Carpenter a également des souvenirs très clairs de ses débuts, et des réactions très ambivalentes face à ses mélodies. Interrogé par l’équipe du site américain de PBS, le compositeur de légende répond sans vergogne à la façon dont les gens ont d’abord réagi : « Indifférents. Ils étaient totalement indifférents. J’ai commencé à avoir un peu de succès avec la musique d’Assaut, mais ce n’est qu’après un bon nombre d’années qu’on a réellement reconnu mon travail. Pour Halloween, la création de la musique a été différente. Mon père m’a offert une paire de bongos pour Noël quand j’avais 13 ans et il m’a appris à jouer en cinq/quatre, « pop pop pop », et j‘ai trouvé ça astucieux. Alors je me suis assis au piano, juste une fois en « dun-dun-dun », et j’ai joué des octaves, c’est de là que vient l’idée » . Cette particularité rythmique faisait partie des prémices dans le genre, avec celle de L’Exorciste quelques années plus tôt.

Puis vint le moment où Carpenter fit la même erreur qu’Alfred Hitchcock en 1960 lors de la présentation d’une scène clé de Psychose sans fond sonore : « J’ai montré le film à un directeur sans la musique, ce qui est une grave erreur.On ne montre jamais un film à qui que ce soit avant qu’il ne soit complètement terminé. Et le directeur m’a dit que ce n’était pas effrayant et que ça ne lui faisait pas peur » . Il s’agissait d’une femme des studios de la 20th Century Fox, se souvient Carpenter : « Elle n’avait pas peur du tout. Ce jour-là j’étais déterminé à sauver mon œuvre grâce à la musique. Et puis, vous savez, le film est sorti, et avec la musique, c’est devenu vraiment plus effrayant » . L’occasion de revenir sur les débuts de son parcours, et l’amour qu’il clame de tout son coeur pour la ville de Los Angeles : « Je suis arrivé à l’USC pour étudier le cinéma en 1968. John Ford, Alfred Hitchcock, Orson Welles. J’ai vu tous ces gars à l’école de cinéma. Ils sont tous venus nous parler.
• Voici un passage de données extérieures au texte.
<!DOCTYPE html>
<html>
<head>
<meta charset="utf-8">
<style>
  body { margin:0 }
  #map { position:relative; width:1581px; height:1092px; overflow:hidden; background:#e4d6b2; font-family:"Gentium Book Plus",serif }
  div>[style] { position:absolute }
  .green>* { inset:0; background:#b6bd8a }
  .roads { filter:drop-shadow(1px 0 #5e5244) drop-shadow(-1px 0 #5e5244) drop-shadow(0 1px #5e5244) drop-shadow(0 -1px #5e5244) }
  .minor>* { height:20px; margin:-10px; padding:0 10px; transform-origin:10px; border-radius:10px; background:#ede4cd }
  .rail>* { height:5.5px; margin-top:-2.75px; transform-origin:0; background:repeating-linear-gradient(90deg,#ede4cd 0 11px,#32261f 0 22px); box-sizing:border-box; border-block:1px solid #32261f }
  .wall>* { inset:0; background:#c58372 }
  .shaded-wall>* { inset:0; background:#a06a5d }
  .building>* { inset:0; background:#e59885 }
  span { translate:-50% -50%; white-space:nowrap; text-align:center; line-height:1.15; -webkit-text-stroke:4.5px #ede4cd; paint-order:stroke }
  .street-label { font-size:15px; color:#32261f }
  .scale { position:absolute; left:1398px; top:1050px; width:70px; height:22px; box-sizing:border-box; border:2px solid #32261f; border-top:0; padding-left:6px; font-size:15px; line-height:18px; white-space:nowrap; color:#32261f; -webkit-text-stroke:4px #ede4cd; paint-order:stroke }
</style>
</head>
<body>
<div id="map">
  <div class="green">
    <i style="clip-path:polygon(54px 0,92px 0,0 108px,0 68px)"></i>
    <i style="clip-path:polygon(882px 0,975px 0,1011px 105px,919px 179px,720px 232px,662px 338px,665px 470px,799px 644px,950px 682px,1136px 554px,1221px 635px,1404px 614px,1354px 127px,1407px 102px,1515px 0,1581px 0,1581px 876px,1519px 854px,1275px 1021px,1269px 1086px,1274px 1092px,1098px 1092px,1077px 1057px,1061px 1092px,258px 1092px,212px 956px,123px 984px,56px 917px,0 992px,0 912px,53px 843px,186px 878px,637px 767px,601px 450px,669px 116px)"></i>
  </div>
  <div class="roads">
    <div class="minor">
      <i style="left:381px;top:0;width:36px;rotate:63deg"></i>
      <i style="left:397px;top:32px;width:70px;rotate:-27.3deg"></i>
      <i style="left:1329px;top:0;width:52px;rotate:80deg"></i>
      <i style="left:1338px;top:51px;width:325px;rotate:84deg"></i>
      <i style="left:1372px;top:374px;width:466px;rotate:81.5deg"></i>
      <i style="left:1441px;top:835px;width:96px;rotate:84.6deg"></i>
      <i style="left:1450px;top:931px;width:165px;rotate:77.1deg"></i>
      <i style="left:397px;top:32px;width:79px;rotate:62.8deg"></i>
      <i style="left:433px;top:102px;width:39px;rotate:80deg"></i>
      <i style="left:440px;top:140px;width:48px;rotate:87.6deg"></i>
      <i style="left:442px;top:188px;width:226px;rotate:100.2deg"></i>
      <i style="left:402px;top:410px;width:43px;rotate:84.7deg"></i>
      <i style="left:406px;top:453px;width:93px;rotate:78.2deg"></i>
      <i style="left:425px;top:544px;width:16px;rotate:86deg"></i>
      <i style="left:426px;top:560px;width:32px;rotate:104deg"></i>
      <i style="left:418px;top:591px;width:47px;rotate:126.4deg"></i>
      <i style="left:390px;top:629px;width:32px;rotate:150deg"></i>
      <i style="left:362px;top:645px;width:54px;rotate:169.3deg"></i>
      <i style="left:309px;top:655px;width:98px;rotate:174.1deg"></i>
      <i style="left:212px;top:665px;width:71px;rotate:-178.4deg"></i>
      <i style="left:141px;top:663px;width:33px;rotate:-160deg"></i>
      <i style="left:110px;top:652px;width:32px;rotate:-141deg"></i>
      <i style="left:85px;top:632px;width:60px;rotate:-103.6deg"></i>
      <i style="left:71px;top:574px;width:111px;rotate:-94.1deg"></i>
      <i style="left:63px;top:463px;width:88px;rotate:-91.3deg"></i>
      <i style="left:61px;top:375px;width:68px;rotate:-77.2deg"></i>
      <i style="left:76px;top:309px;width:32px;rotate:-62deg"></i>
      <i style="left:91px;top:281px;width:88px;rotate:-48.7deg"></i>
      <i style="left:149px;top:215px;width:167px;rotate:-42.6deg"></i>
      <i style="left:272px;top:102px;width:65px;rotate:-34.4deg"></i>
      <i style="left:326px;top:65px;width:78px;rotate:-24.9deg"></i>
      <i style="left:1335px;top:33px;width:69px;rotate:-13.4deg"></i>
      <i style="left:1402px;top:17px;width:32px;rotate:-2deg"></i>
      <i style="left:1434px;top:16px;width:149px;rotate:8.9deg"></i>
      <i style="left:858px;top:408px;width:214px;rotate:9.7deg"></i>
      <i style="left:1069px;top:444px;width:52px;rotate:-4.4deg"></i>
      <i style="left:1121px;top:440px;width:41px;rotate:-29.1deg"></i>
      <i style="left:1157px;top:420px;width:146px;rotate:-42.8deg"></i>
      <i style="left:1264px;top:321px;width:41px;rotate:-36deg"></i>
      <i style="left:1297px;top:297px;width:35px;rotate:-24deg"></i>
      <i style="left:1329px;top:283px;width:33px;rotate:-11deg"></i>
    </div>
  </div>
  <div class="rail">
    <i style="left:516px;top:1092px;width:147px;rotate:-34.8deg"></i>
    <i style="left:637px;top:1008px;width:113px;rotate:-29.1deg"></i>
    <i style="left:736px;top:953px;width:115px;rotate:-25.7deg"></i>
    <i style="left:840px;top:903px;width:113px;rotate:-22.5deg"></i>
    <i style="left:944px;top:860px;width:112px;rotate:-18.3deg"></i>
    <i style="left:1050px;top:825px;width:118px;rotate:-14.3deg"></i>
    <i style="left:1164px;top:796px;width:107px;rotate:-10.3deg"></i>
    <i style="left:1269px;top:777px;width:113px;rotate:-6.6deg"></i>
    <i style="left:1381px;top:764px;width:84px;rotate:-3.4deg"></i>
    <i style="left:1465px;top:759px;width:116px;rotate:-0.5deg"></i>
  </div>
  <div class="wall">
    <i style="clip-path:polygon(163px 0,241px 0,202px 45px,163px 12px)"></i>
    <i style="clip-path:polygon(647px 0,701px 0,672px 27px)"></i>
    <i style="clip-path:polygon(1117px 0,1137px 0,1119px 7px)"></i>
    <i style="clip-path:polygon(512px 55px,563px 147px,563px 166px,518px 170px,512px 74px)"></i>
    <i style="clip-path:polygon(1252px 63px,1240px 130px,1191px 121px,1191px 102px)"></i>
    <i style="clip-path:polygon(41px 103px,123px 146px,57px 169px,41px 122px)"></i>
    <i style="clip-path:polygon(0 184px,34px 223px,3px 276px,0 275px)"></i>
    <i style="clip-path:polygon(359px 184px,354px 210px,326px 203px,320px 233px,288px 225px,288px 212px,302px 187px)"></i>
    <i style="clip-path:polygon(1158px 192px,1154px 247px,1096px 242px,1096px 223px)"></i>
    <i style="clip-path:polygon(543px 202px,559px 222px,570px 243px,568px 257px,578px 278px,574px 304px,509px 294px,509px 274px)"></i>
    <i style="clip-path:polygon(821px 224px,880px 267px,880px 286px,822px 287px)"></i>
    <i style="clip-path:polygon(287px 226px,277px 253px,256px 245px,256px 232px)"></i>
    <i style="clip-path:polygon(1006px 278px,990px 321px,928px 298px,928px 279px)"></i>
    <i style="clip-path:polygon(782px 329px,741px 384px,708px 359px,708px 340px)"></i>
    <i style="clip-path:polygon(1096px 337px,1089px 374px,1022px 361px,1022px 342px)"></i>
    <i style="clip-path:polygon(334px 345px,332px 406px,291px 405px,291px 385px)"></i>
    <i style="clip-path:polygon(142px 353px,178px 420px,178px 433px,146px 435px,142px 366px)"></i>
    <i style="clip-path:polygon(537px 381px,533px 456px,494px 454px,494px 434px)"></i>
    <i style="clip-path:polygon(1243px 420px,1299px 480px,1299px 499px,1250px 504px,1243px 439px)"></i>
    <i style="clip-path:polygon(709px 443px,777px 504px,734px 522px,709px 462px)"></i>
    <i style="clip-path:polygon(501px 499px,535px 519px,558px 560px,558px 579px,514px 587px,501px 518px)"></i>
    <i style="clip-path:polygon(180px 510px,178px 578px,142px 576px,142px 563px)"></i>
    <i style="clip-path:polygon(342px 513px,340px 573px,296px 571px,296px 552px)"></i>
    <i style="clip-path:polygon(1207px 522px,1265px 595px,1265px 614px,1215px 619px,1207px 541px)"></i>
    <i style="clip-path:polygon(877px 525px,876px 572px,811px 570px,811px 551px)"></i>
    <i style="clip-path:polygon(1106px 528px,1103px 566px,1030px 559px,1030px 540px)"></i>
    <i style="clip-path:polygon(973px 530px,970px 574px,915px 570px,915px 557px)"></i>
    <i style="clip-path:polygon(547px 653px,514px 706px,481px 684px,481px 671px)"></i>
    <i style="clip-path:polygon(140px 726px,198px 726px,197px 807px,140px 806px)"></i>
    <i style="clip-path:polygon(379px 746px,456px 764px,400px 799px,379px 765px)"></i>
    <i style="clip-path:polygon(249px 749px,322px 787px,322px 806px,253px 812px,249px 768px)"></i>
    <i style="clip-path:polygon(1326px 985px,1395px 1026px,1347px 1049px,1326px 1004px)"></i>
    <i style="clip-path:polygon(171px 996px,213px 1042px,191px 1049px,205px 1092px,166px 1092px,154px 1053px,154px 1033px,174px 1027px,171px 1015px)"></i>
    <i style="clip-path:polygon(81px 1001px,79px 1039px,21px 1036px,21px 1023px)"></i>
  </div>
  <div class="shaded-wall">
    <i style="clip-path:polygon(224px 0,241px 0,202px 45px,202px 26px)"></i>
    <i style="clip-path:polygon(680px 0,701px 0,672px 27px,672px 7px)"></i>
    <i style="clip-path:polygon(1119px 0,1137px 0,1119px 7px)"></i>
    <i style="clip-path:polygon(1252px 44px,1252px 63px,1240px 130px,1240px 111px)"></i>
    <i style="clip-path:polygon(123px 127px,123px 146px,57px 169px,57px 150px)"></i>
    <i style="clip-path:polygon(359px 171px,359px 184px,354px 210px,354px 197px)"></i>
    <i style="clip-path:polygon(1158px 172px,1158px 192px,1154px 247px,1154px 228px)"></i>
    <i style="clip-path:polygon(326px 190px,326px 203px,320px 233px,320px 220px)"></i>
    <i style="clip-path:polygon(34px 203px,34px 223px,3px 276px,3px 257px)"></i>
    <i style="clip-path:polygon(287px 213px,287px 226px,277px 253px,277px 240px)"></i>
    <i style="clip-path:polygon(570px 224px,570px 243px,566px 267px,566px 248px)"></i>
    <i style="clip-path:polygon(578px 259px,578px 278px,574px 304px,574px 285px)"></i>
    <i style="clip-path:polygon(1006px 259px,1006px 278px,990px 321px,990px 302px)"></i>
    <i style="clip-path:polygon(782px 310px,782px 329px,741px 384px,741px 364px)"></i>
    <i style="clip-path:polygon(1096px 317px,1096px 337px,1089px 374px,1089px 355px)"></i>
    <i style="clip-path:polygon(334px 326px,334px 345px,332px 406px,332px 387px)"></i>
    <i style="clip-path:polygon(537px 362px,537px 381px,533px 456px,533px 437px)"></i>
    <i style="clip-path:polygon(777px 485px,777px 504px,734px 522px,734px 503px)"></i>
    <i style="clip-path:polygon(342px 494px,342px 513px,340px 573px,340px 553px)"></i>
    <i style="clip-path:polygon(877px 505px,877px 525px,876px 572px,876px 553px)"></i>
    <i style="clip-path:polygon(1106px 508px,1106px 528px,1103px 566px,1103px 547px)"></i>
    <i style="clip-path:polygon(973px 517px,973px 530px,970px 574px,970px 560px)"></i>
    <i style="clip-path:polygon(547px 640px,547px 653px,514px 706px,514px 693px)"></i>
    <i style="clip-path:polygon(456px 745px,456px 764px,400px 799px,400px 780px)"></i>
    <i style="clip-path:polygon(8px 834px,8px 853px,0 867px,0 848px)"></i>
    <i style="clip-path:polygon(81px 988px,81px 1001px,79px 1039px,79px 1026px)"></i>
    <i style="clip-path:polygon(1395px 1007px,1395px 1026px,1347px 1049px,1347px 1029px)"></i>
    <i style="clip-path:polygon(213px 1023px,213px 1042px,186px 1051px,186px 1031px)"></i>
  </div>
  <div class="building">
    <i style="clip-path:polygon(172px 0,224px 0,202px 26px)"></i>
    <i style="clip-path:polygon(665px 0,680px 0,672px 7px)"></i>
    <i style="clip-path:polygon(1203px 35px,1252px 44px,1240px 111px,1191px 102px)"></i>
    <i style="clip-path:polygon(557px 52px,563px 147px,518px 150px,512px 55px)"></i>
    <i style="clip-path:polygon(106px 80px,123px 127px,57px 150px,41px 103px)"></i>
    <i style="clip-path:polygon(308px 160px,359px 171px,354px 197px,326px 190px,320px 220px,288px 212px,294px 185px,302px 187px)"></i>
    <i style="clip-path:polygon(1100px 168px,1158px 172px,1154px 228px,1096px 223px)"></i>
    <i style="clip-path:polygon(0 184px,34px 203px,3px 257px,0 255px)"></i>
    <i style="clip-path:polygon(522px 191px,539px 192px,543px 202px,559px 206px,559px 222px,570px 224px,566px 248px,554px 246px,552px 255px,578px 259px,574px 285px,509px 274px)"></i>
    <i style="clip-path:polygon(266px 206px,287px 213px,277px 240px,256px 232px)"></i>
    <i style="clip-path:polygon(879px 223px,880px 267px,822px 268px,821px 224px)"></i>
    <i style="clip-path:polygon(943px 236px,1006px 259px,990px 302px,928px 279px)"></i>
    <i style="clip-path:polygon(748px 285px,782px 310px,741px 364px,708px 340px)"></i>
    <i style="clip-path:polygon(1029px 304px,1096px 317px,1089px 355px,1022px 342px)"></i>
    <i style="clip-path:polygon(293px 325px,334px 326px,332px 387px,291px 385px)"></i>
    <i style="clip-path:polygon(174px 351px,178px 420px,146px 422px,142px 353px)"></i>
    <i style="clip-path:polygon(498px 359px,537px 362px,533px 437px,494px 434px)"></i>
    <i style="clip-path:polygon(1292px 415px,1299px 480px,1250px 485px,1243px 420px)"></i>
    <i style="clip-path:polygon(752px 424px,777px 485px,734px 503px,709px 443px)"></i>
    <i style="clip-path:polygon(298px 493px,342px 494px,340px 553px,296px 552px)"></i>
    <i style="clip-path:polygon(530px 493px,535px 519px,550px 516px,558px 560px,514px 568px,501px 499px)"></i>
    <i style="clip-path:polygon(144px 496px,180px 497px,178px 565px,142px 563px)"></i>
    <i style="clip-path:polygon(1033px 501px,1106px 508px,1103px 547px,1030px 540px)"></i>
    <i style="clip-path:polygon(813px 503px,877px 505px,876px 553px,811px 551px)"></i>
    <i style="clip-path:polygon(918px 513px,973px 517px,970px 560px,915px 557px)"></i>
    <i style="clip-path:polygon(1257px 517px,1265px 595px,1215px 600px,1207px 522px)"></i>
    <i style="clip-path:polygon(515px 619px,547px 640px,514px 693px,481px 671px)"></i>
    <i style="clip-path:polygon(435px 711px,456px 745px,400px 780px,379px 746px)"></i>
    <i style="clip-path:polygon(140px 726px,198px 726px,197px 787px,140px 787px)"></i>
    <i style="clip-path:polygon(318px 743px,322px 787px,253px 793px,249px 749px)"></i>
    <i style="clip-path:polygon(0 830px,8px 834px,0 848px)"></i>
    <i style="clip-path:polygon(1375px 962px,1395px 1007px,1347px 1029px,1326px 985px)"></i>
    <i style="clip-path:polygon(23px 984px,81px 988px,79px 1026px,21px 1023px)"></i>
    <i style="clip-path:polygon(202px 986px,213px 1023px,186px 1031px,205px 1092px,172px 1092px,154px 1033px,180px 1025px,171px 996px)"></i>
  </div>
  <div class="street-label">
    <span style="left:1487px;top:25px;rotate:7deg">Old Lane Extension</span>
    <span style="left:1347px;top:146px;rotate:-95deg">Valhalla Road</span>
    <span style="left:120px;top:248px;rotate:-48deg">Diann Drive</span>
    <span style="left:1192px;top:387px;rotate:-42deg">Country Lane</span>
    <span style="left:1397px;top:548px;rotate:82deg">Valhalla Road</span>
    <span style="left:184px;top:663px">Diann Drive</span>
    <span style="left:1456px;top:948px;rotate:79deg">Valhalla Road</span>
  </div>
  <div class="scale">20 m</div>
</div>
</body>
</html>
Il y avait Orson Welles, Howard Hawks dans ma classe. C’était génial, vraiment génial. Mais je m’égare… Los Angeles. C’était comme rentrer à la maison. J’aurais dû naître ici. J’aurais dû grandir ici. C’est chez moi. J’adore Los Angeles. On a tout. On a l’océan. On a des montagnes. On a de la neige si on monte assez haut. On a beaucoup de criminalité aussi… Mais on a plein de jolies filles. On a les plus jolies filles du monde ici à Los Angeles et il y a une scène musicale géniale. Et j’ai appris tout ce que j’ai appris sur le cinéma ici à Los Angeles, donc ça a toujours été très important pour moi en tant que ville où j’aime vivre et j’adore faire des films sur ce sujet » . La musique d’Halloween a été enregistrée aux Sound Arts Studios dans le centre de Los Angeles. Dans les souvenirs de Carpenter, le studio en question n’était qu’un « petit bâtiment en briques au fond d’une allée » .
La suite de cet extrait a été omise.